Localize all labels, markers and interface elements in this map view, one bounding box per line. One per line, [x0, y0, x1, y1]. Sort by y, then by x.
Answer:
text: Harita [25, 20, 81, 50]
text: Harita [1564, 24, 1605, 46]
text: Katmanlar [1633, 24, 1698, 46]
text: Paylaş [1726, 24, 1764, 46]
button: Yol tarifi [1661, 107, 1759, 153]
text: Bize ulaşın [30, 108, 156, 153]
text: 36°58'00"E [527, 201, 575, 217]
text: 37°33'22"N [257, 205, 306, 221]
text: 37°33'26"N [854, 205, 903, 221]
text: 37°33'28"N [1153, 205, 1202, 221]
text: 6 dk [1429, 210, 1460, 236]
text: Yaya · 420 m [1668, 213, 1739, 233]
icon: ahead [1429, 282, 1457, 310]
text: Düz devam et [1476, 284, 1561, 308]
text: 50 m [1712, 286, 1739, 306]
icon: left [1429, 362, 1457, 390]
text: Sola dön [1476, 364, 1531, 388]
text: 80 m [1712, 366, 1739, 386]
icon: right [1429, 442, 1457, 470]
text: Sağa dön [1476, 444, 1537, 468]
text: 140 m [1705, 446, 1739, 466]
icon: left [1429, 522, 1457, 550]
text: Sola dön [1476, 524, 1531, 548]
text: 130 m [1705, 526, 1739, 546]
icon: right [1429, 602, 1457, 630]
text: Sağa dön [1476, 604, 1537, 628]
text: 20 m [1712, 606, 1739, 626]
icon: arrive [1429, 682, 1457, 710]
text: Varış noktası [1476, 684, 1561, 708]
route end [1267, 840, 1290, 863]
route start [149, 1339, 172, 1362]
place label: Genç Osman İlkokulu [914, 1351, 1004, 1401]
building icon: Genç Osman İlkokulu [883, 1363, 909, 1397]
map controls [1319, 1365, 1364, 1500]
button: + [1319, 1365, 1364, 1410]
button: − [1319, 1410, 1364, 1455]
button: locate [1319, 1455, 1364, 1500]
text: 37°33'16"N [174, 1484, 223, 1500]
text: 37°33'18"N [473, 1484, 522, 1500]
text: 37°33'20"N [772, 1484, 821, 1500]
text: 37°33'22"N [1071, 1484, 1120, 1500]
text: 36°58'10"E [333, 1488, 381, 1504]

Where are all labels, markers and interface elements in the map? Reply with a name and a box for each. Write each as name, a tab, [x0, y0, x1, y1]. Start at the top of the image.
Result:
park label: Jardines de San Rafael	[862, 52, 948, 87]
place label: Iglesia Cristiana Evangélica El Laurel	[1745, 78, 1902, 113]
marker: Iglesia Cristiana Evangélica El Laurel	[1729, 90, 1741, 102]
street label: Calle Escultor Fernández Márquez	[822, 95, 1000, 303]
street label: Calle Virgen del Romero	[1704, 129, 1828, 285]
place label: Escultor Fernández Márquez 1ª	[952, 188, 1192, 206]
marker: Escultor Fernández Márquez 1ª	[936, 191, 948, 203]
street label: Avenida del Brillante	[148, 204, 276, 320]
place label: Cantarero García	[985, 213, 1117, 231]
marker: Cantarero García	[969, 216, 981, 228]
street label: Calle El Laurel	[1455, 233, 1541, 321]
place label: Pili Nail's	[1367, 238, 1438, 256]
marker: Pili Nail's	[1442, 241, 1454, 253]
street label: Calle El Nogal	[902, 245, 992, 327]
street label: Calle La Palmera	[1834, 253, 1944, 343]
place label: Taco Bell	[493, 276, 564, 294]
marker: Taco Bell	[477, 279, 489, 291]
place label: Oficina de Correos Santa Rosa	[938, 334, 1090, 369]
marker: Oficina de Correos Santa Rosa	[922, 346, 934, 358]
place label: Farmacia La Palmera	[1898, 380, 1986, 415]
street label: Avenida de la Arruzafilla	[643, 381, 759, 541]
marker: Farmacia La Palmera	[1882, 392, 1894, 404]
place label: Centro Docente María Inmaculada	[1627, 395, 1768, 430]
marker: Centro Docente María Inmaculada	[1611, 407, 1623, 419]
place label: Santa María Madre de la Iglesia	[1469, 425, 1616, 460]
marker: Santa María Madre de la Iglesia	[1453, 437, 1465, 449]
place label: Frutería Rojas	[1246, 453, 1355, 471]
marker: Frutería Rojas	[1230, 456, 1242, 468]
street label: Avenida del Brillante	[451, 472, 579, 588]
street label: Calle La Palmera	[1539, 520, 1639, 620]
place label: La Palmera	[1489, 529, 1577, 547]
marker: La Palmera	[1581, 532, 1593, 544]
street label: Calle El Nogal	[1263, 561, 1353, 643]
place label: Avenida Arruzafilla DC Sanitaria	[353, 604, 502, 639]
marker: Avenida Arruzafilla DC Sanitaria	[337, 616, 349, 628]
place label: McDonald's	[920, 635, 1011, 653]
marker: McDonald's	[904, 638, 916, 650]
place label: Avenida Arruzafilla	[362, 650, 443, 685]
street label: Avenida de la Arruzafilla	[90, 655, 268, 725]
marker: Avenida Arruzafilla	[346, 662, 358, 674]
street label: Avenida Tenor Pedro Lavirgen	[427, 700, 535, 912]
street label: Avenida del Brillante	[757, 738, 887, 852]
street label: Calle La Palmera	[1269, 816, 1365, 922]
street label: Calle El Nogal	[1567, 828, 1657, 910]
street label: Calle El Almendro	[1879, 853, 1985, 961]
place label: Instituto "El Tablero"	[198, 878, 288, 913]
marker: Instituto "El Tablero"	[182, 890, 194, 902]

### EXERCISE OBJECTIVE
Each line above where the word "Fernández" occurs should be copied out.

### ANSWER SPACE
street label: Calle Escultor Fernández Márquez	[822, 95, 1000, 303]
place label: Escultor Fernández Márquez 1ª	[952, 188, 1192, 206]
marker: Escultor Fernández Márquez 1ª	[936, 191, 948, 203]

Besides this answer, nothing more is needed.